Page MenuHomePhabricator

Replace HTMLFormatter by Remex
Closed, ResolvedPublic

Description

wikimedia/html-formatter uses loadHTML. It shouldn't. It should use Remex.

Maybe we should just remove the HTMLFormatter framework into Remex and remove uses of the library entirely from core.

Review of current usage: https://codesearch.wmcloud.org/search/?q=\bHtmlFormatter\\HtmlFormatter\b&files=php

Event Timeline

We probably want to use the dodo library here, too.

Change 873766 had a related patch set uploaded (by Umherirrender; author: Bartosz Dziewoński):

[mediawiki/core@master] ApiHelp: Replace use of HtmlFormatter in fixHelpLinks()

https://gerrit.wikimedia.org/r/873766

Change 873766 merged by jenkins-bot:

[mediawiki/core@master] ApiHelp: Replace use of HtmlFormatter in fixHelpLinks()

https://gerrit.wikimedia.org/r/873766

Change #1030548 had a related patch set uploaded (by Func; author: Func):

[mediawiki/extensions/MobileFrontend@master] Convert the RemovableClasses feature into a Transform

https://gerrit.wikimedia.org/r/1030548

Change #1030551 had a related patch set uploaded (by Func; author: Func):

[mediawiki/extensions/MobileFrontend@master] MobileFormatter: Use RemexHtml

https://gerrit.wikimedia.org/r/1030551

Change #1030548 merged by jenkins-bot:

[mediawiki/extensions/MobileFrontend@master] Convert the RemovableClasses feature into a Transform

https://gerrit.wikimedia.org/r/1030548

Change #1030551 abandoned by Bartosz Dziewoński:

[mediawiki/extensions/MobileFrontend@master] MobileFormatter: Use RemexHtml

Reason:

Superseded by https://gerrit.wikimedia.org/r/c/mediawiki/extensions/MobileFrontend/+/1156787

https://gerrit.wikimedia.org/r/1030551

matmarex subscribed.

Review of current usage: https://codesearch.wmcloud.org/search/?q=\bHtmlFormatter\\HtmlFormatter\b&files=php

Can we get an explanation as to why HtmlFormatter should not be used? Is HtmlFormatter deprecated?

The task description is not clear on why this is needed. Knowing that will help Trust and Safety Product Team prioritise this.

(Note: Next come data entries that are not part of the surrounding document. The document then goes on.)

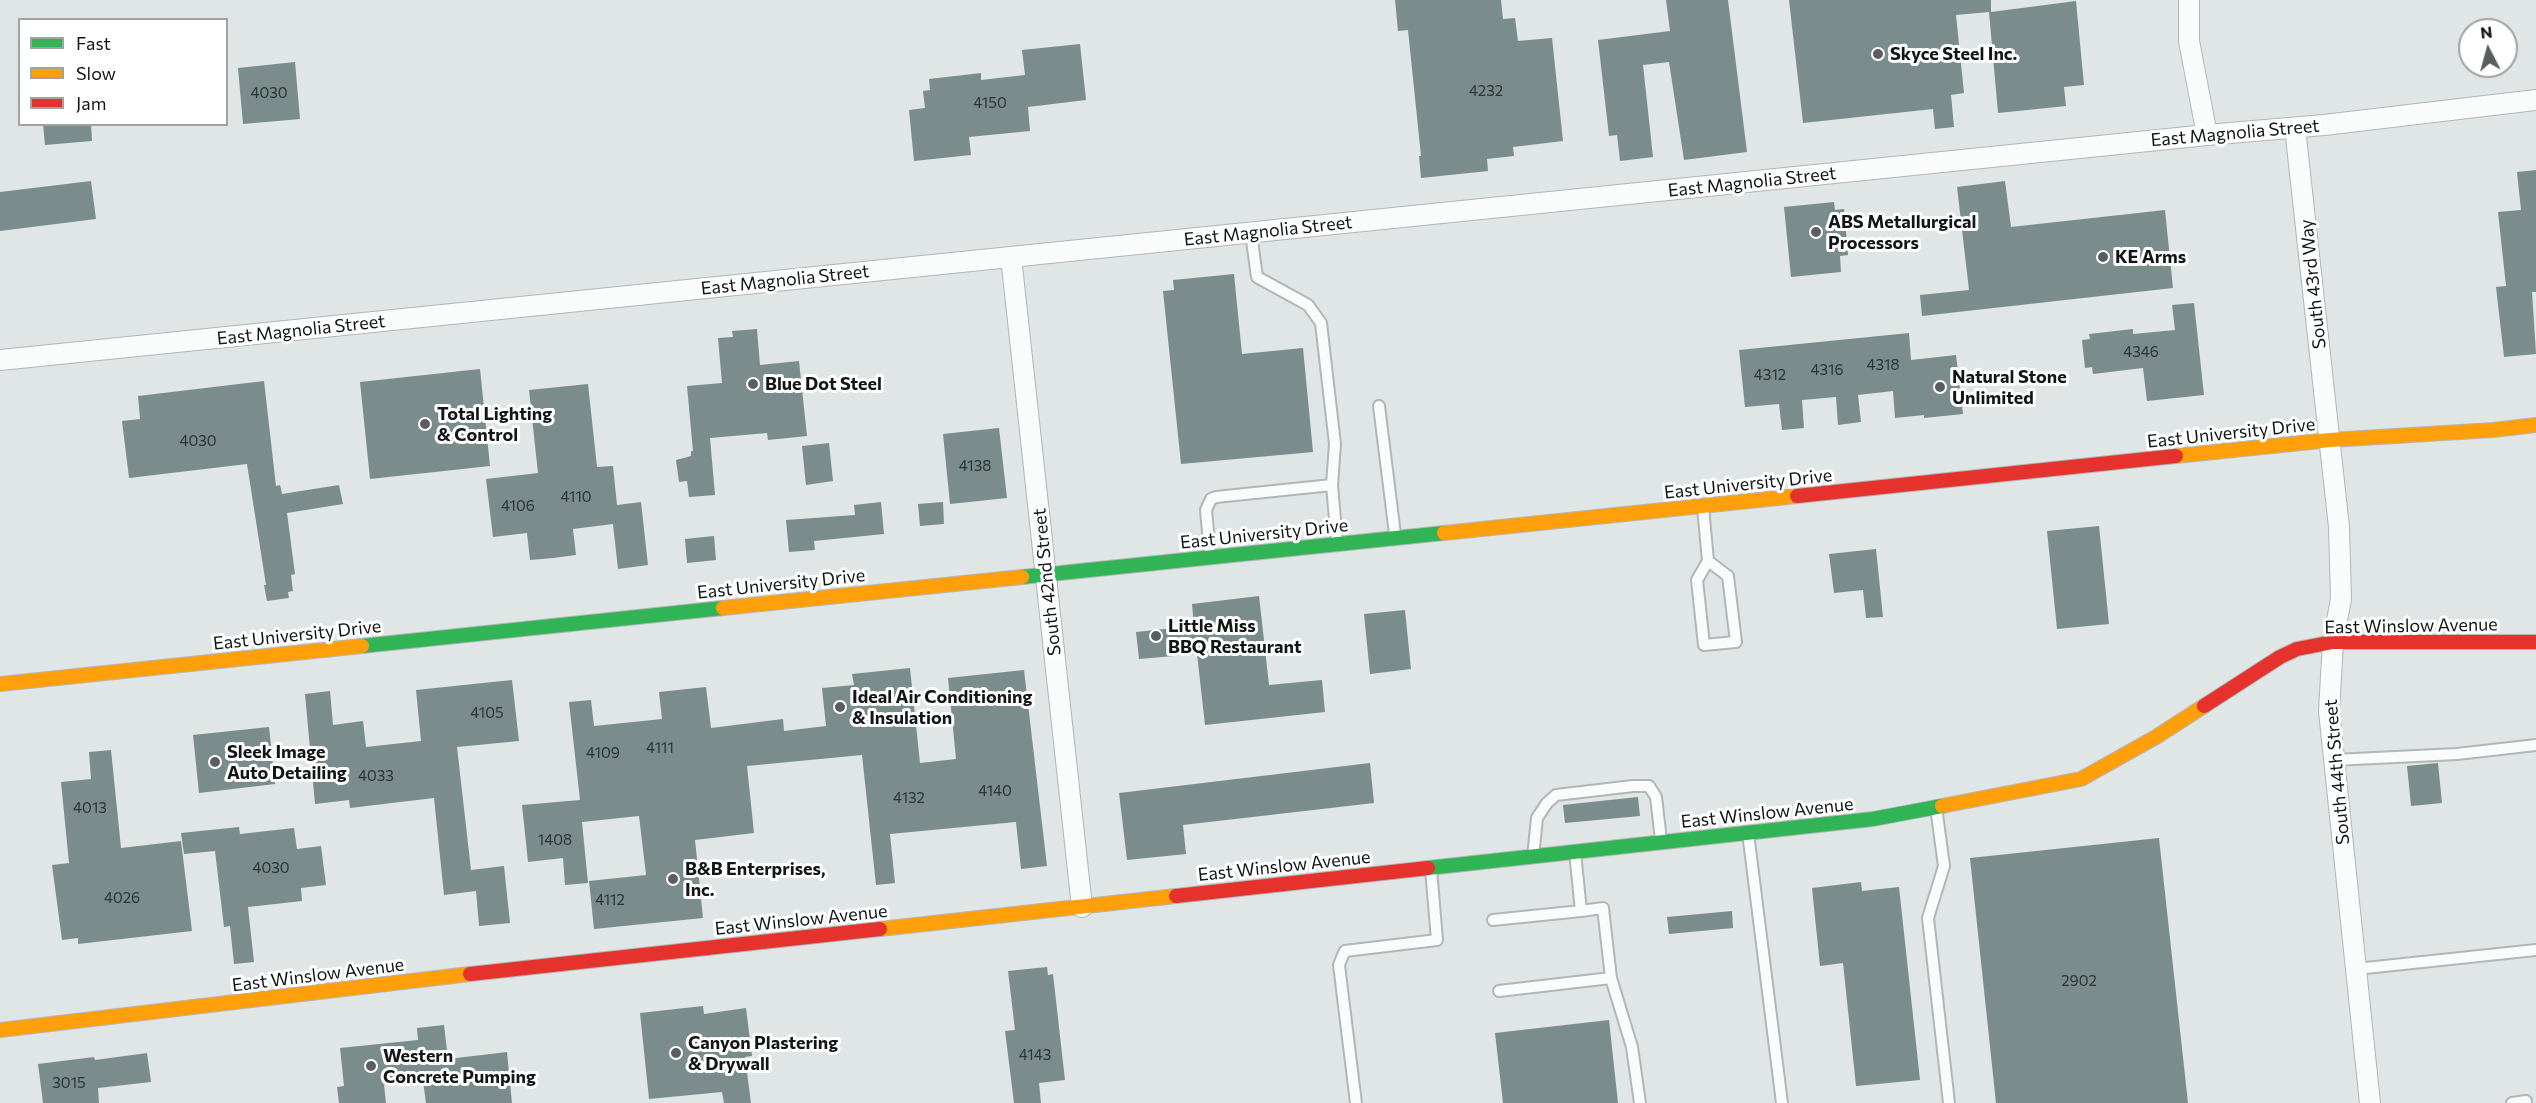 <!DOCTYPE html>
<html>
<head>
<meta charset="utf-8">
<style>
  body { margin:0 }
  #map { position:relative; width:2536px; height:1103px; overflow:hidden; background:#e0e5e5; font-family:Commissioner,sans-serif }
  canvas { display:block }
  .legend { position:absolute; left:18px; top:18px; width:210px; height:108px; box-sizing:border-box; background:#fff; border:2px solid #a1a2a2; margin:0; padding:8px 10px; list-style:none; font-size:18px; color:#131616 }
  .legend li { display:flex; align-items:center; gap:12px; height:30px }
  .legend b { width:30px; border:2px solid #a1a2a2 }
  .north { position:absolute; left:2458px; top:18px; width:60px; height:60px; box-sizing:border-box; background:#fff; border:2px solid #a1a2a2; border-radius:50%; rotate:354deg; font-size:16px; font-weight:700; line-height:24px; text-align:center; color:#131616 }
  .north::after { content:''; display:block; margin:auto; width:21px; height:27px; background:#5b5e5e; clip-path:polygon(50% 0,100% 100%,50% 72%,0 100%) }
</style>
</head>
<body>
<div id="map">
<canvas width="2536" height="1103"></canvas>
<ul class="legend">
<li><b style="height:8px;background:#30b455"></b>Fast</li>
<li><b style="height:8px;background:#ff9f0a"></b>Slow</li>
<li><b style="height:8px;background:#e5322d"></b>Jam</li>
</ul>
<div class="north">N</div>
</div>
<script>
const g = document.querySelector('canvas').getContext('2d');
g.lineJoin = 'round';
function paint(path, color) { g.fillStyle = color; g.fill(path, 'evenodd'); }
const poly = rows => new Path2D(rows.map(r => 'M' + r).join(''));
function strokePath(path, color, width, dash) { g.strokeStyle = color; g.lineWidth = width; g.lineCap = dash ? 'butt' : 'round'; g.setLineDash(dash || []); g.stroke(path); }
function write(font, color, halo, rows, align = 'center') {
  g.font = font + ' Commissioner,sans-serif'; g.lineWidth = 6; g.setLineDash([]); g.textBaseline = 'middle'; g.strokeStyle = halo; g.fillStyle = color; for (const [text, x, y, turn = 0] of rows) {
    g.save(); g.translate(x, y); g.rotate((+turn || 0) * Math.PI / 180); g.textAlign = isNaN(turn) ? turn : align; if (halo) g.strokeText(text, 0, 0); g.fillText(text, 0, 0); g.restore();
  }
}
paint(poly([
  [1395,0,1501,0,1503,19,1515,18,1518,41,1552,38,1563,141,1513,147,1514,156,1487,159,1488,171,1421,178,1419,156,1421,156,1408,30,1398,31],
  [1666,0,1728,0,1747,152,1684,160,1669,62,1643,65,1653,157,1620,161,1617,135,1609,136,1598,40,1670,31],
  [1789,0,1991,0,1991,12,2076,1,2084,85,2064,87,2066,106,1998,113,1989,12,1956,15,1964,93,1951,95,1954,127,1935,129,1933,109,1803,123],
  [1080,44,1086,100,1028,107,1030,131,969,137,971,155,914,161,909,110,925,108,923,91,930,90,929,79,981,73,981,80,1025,75,1022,50],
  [295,62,300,119,243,124,238,68],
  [43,124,91,124,92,141,45,145],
  [2536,170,2536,292,2532,292,2536,354,2504,357,2496,287,2506,286,2498,212,2521,210,2517,172],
  [91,181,96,219,0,231,0,192],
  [2005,181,2011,227,2165,210,2173,288,1922,316,1920,295,1969,290,1957,187],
  [1834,202,1835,210,1844,209,1848,255,1840,256,1841,272,1791,277,1784,207],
  [1234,274,1242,354,1303,348,1313,452,1181,464,1163,291,1174,290,1173,280],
  [2194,303,2204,395,2147,401,2143,368,2093,374,2092,367,2085,368,2082,340,2090,339,2089,334,2133,329,2133,334,2175,330,2172,305],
  [757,329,760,365,799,361,807,436,768,440,767,433,710,438,715,495,689,497,687,481,679,482,676,460,691,456,691,451,693,451,687,386,722,383,718,338,733,337,732,331],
  [1909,333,1911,360,1956,355,1963,414,1924,418,1924,415,1895,418,1893,391,1858,395,1861,422,1838,425,1836,397,1802,400,1804,428,1782,430,1779,404,1745,407,1739,350],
  [480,369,490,466,370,479,360,382],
  [264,381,276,486,280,485,282,494,339,485,343,504,287,513,295,574,291,575,293,591,288,592,289,598,267,601,264,585,266,585,247,464,129,478,122,421,140,419,138,396],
  [588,384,597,467,613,466,617,505,641,502,648,565,618,569,613,524,573,529,576,555,553,558,530,560,527,533,493,537,486,479,538,473,529,390],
  [999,428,1007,498,950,504,943,434],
  [829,443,833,481,806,485,802,446],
  [881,502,884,534,814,541,815,550,789,552,786,520,855,515,854,505],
  [943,502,944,524,920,526,918,504],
  [2099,526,2109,624,2057,629,2047,531],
  [714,536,716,560,687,563,685,539],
  [1876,549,1883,617,1866,618,1863,590,1834,593,1829,554],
  [1259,596,1269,685,1322,680,1325,712,1205,725,1197,654,1139,659,1136,632,1194,626,1192,604],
  [1405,610,1411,669,1370,674,1364,614],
  [910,668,920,763,956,759,948,678,1024,670,1047,866,1021,869,1016,822,890,834,895,883,876,885,862,755,747,766,754,833,695,840,703,918,594,929,589,881,646,875,639,816,582,822,588,883,565,885,563,858,528,862,522,805,580,800,569,702,591,700,594,726,662,719,659,692,706,687,711,728,783,719,784,731,826,726,822,688,854,685,852,674],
  [512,680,519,741,457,747,471,870,504,866,510,923,479,926,476,891,444,895,434,798,350,808,349,800,315,804,305,694,330,691,333,725,363,721,366,747,421,741,416,690],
  [269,727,275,784,199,793,193,735],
  [111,750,121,848,181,841,192,931,78,944,78,938,62,940,52,865,69,863,61,782,91,779,89,752],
  [1370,763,1374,803,1183,825,1186,854,1127,860,1119,793],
  [2438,763,2442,803,2411,806,2407,766],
  [1638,797,1640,816,1565,823,1563,805],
  [239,827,240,834,294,828,297,849,321,846,326,885,301,888,302,901,248,907,254,962,234,964,230,926,224,927,215,851,184,854,181,833],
  [2159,838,2188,1103,1996,1103,1970,858],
  [1861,882,1862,891,1899,887,1920,1080,1856,1086,1843,963,1820,966,1812,888],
  [1732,911,1733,928,1669,934,1667,917],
  [1047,967,1048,975,1053,974,1065,1080,1039,1083,1041,1103,1014,1103,1005,1031,1015,1030,1008,971],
  [703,1006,704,1014,746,1008,752,1056,745,1057,751,1103,724,1103,722,1092,649,1099,640,1013],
  [1609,1020,1618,1103,1503,1103,1495,1033],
  [444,1025,448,1059,507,1052,512,1103,426,1103,423,1081,384,1085,386,1103,339,1103,337,1087,344,1086,340,1048,418,1040,417,1028],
  [147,1053,151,1082,98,1088,99,1103,43,1103,38,1064,94,1057,95,1060]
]), '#7a8c8c');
const lane = poly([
  [1251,233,1257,277,1308,305,1321,323,1335,444,1332,485],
  [1379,406,1395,534],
  [1703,507,1708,561,1697,580,1704,645,1736,642,1728,576,1708,561],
  [1210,554,1206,510,1211,499,1216,497,1332,485,1337,542],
  [2334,760,2457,754,2536,745],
  [1936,807,1944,866,1928,918,1949,1103],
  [1748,833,1782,1103],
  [1533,857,1537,818,1547,803,1556,795,1633,786,1649,786,1656,797,1661,840],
  [1493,920,1581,911,1575,852],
  [2356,969,2536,950],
  [1611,978,1632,1047,1640,1103],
  [1499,991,1611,978,1603,908,1581,911],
  [1356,1103,1339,965,1343,955,1345,951,1437,940,1431,869],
  [2512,1103,2526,1101]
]);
const street = poly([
  [2189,0,2189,41,2207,135],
  [2295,128,2339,527,2341,599,2333,642,2329,711,2370,1103],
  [1011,257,1082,907],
  [0,360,2207,135,2324,125,2536,100]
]);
const fast = poly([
  [1022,577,1444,533],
  [362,646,723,608],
  [1428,868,1873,819,1942,806]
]);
const slow = poly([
  [2176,456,2330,440,2493,430,2536,425],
  [1444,533,1797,496],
  [723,608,1022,577],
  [0,684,362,646],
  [1942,806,2081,779,2156,737,2204,706],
  [880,929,1176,896],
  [0,1030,470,974]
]);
const jam = poly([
  [1797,496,2176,456],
  [2204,706,2280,657,2297,649,2333,642,2536,642],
  [1176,896,1428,868],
  [470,974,880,929]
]);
strokePath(lane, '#b3b6b6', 14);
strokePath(street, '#b3b6b6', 22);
strokePath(fast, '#b3b6b6', 16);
strokePath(slow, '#b3b6b6', 16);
strokePath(jam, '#b3b6b6', 16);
strokePath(lane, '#fafbfb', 10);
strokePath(street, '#fafbfb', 20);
strokePath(fast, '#30b455', 14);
strokePath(slow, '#ff9f0a', 14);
strokePath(jam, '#e5322d', 14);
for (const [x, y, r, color] of [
  [1878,54,6,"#5b5e5e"],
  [1816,232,6,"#5b5e5e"],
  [2103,257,6,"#5b5e5e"],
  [753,384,6,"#5b5e5e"],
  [1940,387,6,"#5b5e5e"],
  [425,424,6,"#5b5e5e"],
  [1156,636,6,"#5b5e5e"],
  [840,707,6,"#5b5e5e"],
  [215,762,6,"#5b5e5e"],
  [673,879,6,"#5b5e5e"],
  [676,1053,6,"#5b5e5e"],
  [371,1066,6,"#5b5e5e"]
]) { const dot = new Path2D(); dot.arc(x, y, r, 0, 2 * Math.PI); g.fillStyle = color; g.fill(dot); strokePath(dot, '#fff', 2); }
write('15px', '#2d3434', null, [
  ["4232",1486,91],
  ["4030",269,93],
  ["4150",990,103],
  ["4346",2141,352],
  ["4318",1883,365],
  ["4316",1827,370],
  ["4312",1770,375],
  ["4030",198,441],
  ["4138",975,466],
  ["4110",576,497],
  ["4106",518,506],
  ["4105",487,713],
  ["4111",660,748],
  ["4109",603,753],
  ["4033",376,776],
  ["4140",995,791],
  ["4132",909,798],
  ["4013",90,808],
  ["1408",555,840],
  ["4030",271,868],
  ["4026",122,898],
  ["4112",610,900],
  ["2902",2079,981],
  ["4143",1035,1055],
  ["3015",69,1083]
]);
write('bold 18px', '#131616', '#fff', [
  ["Skyce Steel Inc.",1890,54],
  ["ABS Metallurgical",1828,222],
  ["Processors",1828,243],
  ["KE Arms",2115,257],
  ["Natural Stone",1952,377],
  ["Unlimited",1952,398],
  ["Blue Dot Steel",765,384],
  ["Total Lighting",437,414],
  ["& Control",437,435],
  ["Little Miss",1168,626],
  ["BBQ Restaurant",1168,647],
  ["Ideal Air Conditioning",852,697],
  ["& Insulation",852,718],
  ["Sleek Image",227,752],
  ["Auto Detailing",227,773],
  ["B&B Enterprises,",685,869],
  ["Inc.",685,890],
  ["Canyon Plastering",688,1043],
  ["& Drywall",688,1064],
  ["Western",383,1056],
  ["Concrete Pumping",383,1077]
], 'left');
write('18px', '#131616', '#fff', [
  ["East Magnolia Street",2235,133,-5],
  ["East Magnolia Street",1752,182,-6],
  ["East Magnolia Street",1268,231,-6],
  ["East Magnolia Street",785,280,-6],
  ["South 43rd Way",2313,284,-96],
  ["East Magnolia Street",301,330,-6],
  ["East University Drive",2231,433,-6],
  ["East University Drive",1748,484,-6],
  ["East University Drive",1264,534,-6],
  ["South 42nd Street",1047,582,-96],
  ["East University Drive",781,584,-6],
  ["East Winslow Avenue",2411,626,-1],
  ["East University Drive",297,635,-6],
  ["South 44th Street",2337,772,-95],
  ["East Winslow Avenue",1767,813,-6],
  ["East Winslow Avenue",1284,866,-6],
  ["East Winslow Avenue",801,920,-6],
  ["East Winslow Avenue",318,975,-7]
]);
</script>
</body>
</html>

HtmlFormatter relies on the HTML parsing and serialization provided by PHP's built-in DOM library, which is from the HTML 4 era, and known to cause a variety of bugs, e.g. T348928, T251434, T396695.

I believe that only reason it hasn't been deprecated is because there is no maintainer (and no one wants to touch if out of fear of becoming the maintainer), see T258964: HtmlFormatter library: Code stewardship review.

It doesn't do much anyway, and what it does is better done using Remex-based helpers provided by Parsoid, so this shouldn't be too difficult, if it's not as deeply integrated into your code as it was in MobileFrontend. I'll do one or two of these as an example.

Change #1169784 had a related patch set uploaded (by Bartosz Dziewoński; author: Bartosz Dziewoński):

[mediawiki/core@master] Use Remex-based helpers provided by Parsoid for tests that parse HTML

https://gerrit.wikimedia.org/r/1169784

I picked the LinkTarget for my second patch, and funnily enough, it also had a recent bug caused by interactions with HtmlFormatter: T397603: TOC not being shown when using LinkTarget

Change #1169787 had a related patch set uploaded (by Bartosz Dziewoński; author: Bartosz Dziewoński):

[mediawiki/extensions/LinkTarget@master] Replace HtmlFormatter with Remex-based helpers provided by Parsoid

https://gerrit.wikimedia.org/r/1169787

Change #1169787 merged by jenkins-bot:

[mediawiki/extensions/LinkTarget@master] Replace HtmlFormatter with Remex-based helpers provided by Parsoid

https://gerrit.wikimedia.org/r/1169787

Change #1169784 merged by jenkins-bot:

[mediawiki/core@master] Use Remex-based helpers provided by Parsoid for tests that parse HTML

https://gerrit.wikimedia.org/r/1169784

Change #1170539 had a related patch set uploaded (by Esanders; author: Esanders):

[mediawiki/extensions/IPInfo@master] SpecialIPInfoTest: Replace HtmlFormatter with Parsoid's Remex-based helpers

https://gerrit.wikimedia.org/r/1170539

Change #1170539 merged by jenkins-bot:

[mediawiki/extensions/IPInfo@master] SpecialIPInfoTest: Replace HtmlFormatter with Parsoid's Remex-based helpers

https://gerrit.wikimedia.org/r/1170539

Change #1170561 had a related patch set uploaded (by Esanders; author: Esanders):

[mediawiki/extensions/TextExtracts@master] ExtractFormatter: Replace HtmlFormatter with Parsoid DOMUtils

https://gerrit.wikimedia.org/r/1170561

Change #1170561 merged by jenkins-bot:

[mediawiki/extensions/TextExtracts@master] ExtractFormatter: Replace HtmlFormatter with Parsoid DOMUtils

https://gerrit.wikimedia.org/r/1170561

Change #1174812 had a related patch set uploaded (by Bartosz Dziewoński; author: Bartosz Dziewoński):

[mediawiki/core@master] WikiTextStructure: Replace HtmlFormatter with Parsoid DOMUtils

https://gerrit.wikimedia.org/r/1174812

There's now no uses left in code search, beyond vendor/core's dependency. Is there a practical way in which we can emit deprecation warnings on access to HtmlFormatter, other than doing a "don't use me" release of the library? Otherwise, we could just declare it deprecated now and drop it in 1.46?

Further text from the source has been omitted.